● **Extracted information**:

BEGIN

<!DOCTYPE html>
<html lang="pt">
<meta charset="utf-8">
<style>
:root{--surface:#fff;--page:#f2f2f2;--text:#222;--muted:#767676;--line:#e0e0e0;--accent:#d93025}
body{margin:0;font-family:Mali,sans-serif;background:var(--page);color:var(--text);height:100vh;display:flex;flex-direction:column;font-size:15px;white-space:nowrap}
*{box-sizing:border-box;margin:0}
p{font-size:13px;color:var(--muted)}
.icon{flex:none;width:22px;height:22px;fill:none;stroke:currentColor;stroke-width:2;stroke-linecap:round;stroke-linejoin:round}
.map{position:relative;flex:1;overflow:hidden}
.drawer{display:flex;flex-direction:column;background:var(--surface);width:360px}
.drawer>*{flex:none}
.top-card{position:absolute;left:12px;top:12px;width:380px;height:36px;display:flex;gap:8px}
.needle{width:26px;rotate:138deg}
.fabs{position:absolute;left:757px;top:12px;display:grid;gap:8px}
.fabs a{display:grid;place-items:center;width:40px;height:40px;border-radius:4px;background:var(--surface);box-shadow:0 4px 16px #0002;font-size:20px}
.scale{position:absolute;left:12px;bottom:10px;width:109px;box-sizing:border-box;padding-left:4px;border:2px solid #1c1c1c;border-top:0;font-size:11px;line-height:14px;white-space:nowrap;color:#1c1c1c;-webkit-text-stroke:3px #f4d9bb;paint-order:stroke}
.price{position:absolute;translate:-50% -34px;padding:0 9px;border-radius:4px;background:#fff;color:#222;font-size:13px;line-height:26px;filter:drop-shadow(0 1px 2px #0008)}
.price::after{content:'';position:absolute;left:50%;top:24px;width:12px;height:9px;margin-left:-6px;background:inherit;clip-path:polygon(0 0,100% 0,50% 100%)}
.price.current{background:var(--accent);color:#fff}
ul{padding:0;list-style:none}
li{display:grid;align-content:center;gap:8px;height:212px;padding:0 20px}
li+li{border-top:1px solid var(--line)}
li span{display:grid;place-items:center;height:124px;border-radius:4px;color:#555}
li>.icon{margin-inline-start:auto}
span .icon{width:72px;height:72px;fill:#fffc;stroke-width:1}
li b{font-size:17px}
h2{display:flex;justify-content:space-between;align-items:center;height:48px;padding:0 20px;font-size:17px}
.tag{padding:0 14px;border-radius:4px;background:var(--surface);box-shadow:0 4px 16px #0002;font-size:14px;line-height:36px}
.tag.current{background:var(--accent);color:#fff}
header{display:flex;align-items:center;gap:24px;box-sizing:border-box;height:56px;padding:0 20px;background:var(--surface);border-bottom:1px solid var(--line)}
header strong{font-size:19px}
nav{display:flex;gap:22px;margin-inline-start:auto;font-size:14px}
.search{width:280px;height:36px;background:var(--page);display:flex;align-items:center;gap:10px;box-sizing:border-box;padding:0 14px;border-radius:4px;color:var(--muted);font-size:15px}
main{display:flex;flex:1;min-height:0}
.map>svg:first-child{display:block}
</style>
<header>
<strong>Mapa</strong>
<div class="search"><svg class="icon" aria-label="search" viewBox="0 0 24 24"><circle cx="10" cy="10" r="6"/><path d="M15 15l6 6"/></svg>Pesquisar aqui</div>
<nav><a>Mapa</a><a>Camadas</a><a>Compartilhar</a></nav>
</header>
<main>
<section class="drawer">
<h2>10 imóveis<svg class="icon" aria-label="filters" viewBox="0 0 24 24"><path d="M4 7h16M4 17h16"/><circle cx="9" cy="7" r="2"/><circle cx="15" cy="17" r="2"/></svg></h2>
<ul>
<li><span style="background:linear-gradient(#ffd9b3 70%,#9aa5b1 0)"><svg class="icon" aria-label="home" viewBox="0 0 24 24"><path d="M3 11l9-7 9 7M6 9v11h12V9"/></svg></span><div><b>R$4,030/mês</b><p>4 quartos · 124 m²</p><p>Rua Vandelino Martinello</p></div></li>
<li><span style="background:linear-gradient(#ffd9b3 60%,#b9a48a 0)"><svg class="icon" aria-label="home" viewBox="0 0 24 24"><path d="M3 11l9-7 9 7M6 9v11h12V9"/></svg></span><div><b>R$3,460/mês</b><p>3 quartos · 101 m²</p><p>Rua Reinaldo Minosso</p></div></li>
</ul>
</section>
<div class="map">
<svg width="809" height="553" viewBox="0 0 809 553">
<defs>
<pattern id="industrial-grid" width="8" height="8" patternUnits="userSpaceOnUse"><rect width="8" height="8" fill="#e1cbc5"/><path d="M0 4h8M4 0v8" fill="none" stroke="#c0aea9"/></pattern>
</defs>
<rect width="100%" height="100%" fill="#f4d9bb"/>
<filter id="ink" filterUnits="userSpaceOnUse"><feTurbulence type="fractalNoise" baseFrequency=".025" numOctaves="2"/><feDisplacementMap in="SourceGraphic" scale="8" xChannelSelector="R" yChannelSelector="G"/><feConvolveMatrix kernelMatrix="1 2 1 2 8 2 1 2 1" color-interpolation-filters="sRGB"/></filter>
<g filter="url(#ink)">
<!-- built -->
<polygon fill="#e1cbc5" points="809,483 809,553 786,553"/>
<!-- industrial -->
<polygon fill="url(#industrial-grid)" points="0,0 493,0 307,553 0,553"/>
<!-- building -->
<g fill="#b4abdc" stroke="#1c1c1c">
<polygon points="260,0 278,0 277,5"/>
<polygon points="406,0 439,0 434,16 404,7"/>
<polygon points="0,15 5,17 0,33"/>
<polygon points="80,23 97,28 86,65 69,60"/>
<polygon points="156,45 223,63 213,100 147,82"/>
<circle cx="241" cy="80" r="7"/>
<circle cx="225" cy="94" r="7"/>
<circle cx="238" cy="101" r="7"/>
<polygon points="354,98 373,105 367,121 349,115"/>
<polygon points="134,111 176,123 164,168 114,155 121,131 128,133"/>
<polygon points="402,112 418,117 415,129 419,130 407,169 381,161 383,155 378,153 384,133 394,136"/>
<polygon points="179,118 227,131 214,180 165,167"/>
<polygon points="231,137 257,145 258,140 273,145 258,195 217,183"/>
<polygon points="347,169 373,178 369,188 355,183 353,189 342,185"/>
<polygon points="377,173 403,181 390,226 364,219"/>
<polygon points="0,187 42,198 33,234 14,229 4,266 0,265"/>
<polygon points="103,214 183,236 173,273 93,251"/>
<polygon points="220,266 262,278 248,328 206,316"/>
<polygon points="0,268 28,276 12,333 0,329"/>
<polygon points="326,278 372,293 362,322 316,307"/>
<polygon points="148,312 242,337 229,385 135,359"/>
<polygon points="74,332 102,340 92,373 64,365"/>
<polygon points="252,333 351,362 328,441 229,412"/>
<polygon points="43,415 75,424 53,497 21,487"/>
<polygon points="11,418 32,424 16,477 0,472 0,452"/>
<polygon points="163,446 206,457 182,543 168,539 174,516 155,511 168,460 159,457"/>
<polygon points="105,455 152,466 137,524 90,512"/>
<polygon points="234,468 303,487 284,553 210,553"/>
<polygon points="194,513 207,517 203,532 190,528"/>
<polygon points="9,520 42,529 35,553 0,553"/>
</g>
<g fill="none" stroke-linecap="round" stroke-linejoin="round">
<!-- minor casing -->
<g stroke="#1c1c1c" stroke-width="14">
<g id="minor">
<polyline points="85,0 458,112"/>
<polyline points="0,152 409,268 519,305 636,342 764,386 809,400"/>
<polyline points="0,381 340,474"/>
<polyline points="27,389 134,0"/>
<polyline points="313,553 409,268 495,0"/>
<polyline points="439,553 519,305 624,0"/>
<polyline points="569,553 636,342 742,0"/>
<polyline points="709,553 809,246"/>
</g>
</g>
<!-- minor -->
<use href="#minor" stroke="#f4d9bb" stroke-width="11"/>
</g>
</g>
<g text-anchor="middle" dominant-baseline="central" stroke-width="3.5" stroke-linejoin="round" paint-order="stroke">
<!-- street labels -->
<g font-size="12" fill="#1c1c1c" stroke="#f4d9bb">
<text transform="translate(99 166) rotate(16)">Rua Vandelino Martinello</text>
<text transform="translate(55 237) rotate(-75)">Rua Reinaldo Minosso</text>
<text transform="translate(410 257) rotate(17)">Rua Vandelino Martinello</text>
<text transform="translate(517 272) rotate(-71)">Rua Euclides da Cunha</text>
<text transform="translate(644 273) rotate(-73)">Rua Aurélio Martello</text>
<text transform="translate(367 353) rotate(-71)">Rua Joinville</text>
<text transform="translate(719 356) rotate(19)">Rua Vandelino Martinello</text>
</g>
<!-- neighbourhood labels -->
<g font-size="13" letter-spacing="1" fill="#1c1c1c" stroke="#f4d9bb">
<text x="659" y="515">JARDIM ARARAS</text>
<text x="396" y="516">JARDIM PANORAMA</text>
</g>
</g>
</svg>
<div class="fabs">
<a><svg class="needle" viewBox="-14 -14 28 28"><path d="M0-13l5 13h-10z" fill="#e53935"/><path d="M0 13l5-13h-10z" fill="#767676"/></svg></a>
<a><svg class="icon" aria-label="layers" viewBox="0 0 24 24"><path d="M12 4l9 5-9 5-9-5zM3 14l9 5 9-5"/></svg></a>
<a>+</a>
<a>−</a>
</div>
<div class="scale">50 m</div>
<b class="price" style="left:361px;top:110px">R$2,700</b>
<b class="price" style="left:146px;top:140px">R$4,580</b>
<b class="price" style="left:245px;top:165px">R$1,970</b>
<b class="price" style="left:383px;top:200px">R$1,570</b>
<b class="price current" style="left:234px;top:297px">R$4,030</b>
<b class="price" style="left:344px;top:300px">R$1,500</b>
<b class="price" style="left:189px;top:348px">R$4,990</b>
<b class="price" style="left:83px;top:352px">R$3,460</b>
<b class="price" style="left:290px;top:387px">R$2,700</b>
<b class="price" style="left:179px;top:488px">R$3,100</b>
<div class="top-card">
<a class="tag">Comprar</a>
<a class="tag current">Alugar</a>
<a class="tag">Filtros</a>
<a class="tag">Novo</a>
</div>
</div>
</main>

END

● **Your assignment**: Only lines holding the string "fabs" are wanted; gather each one from the entries above.

● **Output**:
.fabs{position:absolute;left:757px;top:12px;display:grid;gap:8px}
.fabs a{display:grid;place-items:center;width:40px;height:40px;border-radius:4px;background:var(--surface);box-shadow:0 4px 16px #0002;font-size:20px}
<div class="fabs">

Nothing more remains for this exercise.